Segment Start: SUPPLIED DATA

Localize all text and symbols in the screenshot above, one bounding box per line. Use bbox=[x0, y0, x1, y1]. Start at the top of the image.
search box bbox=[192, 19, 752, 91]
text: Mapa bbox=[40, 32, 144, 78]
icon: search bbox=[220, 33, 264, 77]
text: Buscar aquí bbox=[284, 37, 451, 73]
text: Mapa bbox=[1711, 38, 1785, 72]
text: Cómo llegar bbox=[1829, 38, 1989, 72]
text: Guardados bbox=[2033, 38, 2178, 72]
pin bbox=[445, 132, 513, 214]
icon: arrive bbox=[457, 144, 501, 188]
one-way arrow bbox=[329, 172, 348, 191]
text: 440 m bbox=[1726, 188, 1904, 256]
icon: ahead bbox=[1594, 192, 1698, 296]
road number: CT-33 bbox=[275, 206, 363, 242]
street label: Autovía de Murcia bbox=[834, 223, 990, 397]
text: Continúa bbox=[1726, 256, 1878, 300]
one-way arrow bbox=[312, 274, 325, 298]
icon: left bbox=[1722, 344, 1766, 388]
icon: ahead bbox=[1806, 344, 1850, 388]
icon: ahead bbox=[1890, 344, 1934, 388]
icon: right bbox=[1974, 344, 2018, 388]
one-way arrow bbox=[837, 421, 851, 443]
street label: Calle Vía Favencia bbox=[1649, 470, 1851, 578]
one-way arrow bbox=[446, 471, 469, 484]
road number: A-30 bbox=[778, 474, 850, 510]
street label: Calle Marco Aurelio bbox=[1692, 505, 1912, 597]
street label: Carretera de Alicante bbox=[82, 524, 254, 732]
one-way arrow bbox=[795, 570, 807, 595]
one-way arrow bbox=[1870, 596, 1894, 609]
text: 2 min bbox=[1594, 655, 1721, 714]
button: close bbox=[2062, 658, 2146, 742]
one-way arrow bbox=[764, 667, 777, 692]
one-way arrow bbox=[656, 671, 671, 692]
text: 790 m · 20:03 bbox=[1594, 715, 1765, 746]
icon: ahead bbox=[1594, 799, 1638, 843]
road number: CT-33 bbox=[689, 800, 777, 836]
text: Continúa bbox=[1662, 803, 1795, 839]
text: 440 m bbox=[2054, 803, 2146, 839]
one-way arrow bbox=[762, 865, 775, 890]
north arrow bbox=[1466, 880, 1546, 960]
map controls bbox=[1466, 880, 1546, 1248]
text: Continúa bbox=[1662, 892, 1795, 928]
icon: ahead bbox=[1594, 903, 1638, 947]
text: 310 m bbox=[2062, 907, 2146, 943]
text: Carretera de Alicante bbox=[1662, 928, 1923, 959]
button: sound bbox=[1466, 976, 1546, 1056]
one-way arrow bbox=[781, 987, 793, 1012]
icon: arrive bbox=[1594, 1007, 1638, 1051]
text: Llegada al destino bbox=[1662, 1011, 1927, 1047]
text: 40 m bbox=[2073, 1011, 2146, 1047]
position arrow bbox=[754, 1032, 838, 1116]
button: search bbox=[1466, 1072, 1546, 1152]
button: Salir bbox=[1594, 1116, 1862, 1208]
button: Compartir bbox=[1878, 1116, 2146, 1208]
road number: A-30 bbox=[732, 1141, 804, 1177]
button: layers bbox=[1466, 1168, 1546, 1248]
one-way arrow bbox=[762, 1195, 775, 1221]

Segment End: SUPPLIED DATA

--- GOAL OF THE EXERCISE ---
Take the entries above and copy them out exactly.

--- RESULT BELOW ---
Localize all text and symbols in the screenshot above, one bounding box per line. Use bbox=[x0, y0, x1, y1]. Start at the top of the image.
search box bbox=[192, 19, 752, 91]
text: Mapa bbox=[40, 32, 144, 78]
icon: search bbox=[220, 33, 264, 77]
text: Buscar aquí bbox=[284, 37, 451, 73]
text: Mapa bbox=[1711, 38, 1785, 72]
text: Cómo llegar bbox=[1829, 38, 1989, 72]
text: Guardados bbox=[2033, 38, 2178, 72]
pin bbox=[445, 132, 513, 214]
icon: arrive bbox=[457, 144, 501, 188]
one-way arrow bbox=[329, 172, 348, 191]
text: 440 m bbox=[1726, 188, 1904, 256]
icon: ahead bbox=[1594, 192, 1698, 296]
road number: CT-33 bbox=[275, 206, 363, 242]
street label: Autovía de Murcia bbox=[834, 223, 990, 397]
text: Continúa bbox=[1726, 256, 1878, 300]
one-way arrow bbox=[312, 274, 325, 298]
icon: left bbox=[1722, 344, 1766, 388]
icon: ahead bbox=[1806, 344, 1850, 388]
icon: ahead bbox=[1890, 344, 1934, 388]
icon: right bbox=[1974, 344, 2018, 388]
one-way arrow bbox=[837, 421, 851, 443]
street label: Calle Vía Favencia bbox=[1649, 470, 1851, 578]
one-way arrow bbox=[446, 471, 469, 484]
road number: A-30 bbox=[778, 474, 850, 510]
street label: Calle Marco Aurelio bbox=[1692, 505, 1912, 597]
street label: Carretera de Alicante bbox=[82, 524, 254, 732]
one-way arrow bbox=[795, 570, 807, 595]
one-way arrow bbox=[1870, 596, 1894, 609]
text: 2 min bbox=[1594, 655, 1721, 714]
button: close bbox=[2062, 658, 2146, 742]
one-way arrow bbox=[764, 667, 777, 692]
one-way arrow bbox=[656, 671, 671, 692]
text: 790 m · 20:03 bbox=[1594, 715, 1765, 746]
icon: ahead bbox=[1594, 799, 1638, 843]
road number: CT-33 bbox=[689, 800, 777, 836]
text: Continúa bbox=[1662, 803, 1795, 839]
text: 440 m bbox=[2054, 803, 2146, 839]
one-way arrow bbox=[762, 865, 775, 890]
north arrow bbox=[1466, 880, 1546, 960]
map controls bbox=[1466, 880, 1546, 1248]
text: Continúa bbox=[1662, 892, 1795, 928]
icon: ahead bbox=[1594, 903, 1638, 947]
text: 310 m bbox=[2062, 907, 2146, 943]
text: Carretera de Alicante bbox=[1662, 928, 1923, 959]
button: sound bbox=[1466, 976, 1546, 1056]
one-way arrow bbox=[781, 987, 793, 1012]
icon: arrive bbox=[1594, 1007, 1638, 1051]
text: Llegada al destino bbox=[1662, 1011, 1927, 1047]
text: 40 m bbox=[2073, 1011, 2146, 1047]
position arrow bbox=[754, 1032, 838, 1116]
button: search bbox=[1466, 1072, 1546, 1152]
button: Salir bbox=[1594, 1116, 1862, 1208]
button: Compartir bbox=[1878, 1116, 2146, 1208]
road number: A-30 bbox=[732, 1141, 804, 1177]
button: layers bbox=[1466, 1168, 1546, 1248]
one-way arrow bbox=[762, 1195, 775, 1221]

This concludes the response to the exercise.